### [DATA]
╭──

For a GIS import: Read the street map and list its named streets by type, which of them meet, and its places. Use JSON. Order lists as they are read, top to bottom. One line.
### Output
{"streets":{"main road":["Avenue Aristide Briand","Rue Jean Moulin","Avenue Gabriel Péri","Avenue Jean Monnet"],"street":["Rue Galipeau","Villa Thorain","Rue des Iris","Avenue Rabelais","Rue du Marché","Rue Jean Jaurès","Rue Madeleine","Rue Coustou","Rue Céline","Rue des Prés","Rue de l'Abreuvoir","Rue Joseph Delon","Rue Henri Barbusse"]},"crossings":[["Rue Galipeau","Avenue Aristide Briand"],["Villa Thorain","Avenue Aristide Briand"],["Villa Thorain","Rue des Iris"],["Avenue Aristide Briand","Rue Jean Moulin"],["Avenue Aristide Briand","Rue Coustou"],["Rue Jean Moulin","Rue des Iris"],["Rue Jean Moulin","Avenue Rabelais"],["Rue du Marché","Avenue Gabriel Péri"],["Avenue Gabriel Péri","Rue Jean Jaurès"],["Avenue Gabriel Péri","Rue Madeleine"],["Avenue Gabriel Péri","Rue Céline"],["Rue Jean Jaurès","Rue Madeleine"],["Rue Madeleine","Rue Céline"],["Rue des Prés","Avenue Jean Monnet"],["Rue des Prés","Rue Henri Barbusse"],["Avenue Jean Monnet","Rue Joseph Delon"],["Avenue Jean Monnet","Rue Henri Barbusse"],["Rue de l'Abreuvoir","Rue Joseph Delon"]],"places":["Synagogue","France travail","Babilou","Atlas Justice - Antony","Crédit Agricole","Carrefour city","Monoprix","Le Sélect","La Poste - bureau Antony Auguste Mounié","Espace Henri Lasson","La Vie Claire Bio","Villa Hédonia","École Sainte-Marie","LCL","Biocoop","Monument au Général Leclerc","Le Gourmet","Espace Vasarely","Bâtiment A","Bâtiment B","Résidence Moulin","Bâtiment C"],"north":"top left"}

╰──

### [EXERCISE OBJECTIVE]
Go through the data and copy each line exactly as it reads.

### [WRITTEN ANSWER]
For a GIS import: Read the street map and list its named streets by type, which of them meet, and its places. Use JSON. Order lists as they are read, top to bottom. One line.
### Output
{"streets":{"main road":["Avenue Aristide Briand","Rue Jean Moulin","Avenue Gabriel Péri","Avenue Jean Monnet"],"street":["Rue Galipeau","Villa Thorain","Rue des Iris","Avenue Rabelais","Rue du Marché","Rue Jean Jaurès","Rue Madeleine","Rue Coustou","Rue Céline","Rue des Prés","Rue de l'Abreuvoir","Rue Joseph Delon","Rue Henri Barbusse"]},"crossings":[["Rue Galipeau","Avenue Aristide Briand"],["Villa Thorain","Avenue Aristide Briand"],["Villa Thorain","Rue des Iris"],["Avenue Aristide Briand","Rue Jean Moulin"],["Avenue Aristide Briand","Rue Coustou"],["Rue Jean Moulin","Rue des Iris"],["Rue Jean Moulin","Avenue Rabelais"],["Rue du Marché","Avenue Gabriel Péri"],["Avenue Gabriel Péri","Rue Jean Jaurès"],["Avenue Gabriel Péri","Rue Madeleine"],["Avenue Gabriel Péri","Rue Céline"],["Rue Jean Jaurès","Rue Madeleine"],["Rue Madeleine","Rue Céline"],["Rue des Prés","Avenue Jean Monnet"],["Rue des Prés","Rue Henri Barbusse"],["Avenue Jean Monnet","Rue Joseph Delon"],["Avenue Jean Monnet","Rue Henri Barbusse"],["Rue de l'Abreuvoir","Rue Joseph Delon"]],"places":["Synagogue","France travail","Babilou","Atlas Justice - Antony","Crédit Agricole","Carrefour city","Monoprix","Le Sélect","La Poste - bureau Antony Auguste Mounié","Espace Henri Lasson","La Vie Claire Bio","Villa Hédonia","École Sainte-Marie","LCL","Biocoop","Monument au Général Leclerc","Le Gourmet","Espace Vasarely","Bâtiment A","Bâtiment B","Résidence Moulin","Bâtiment C"],"north":"top left"}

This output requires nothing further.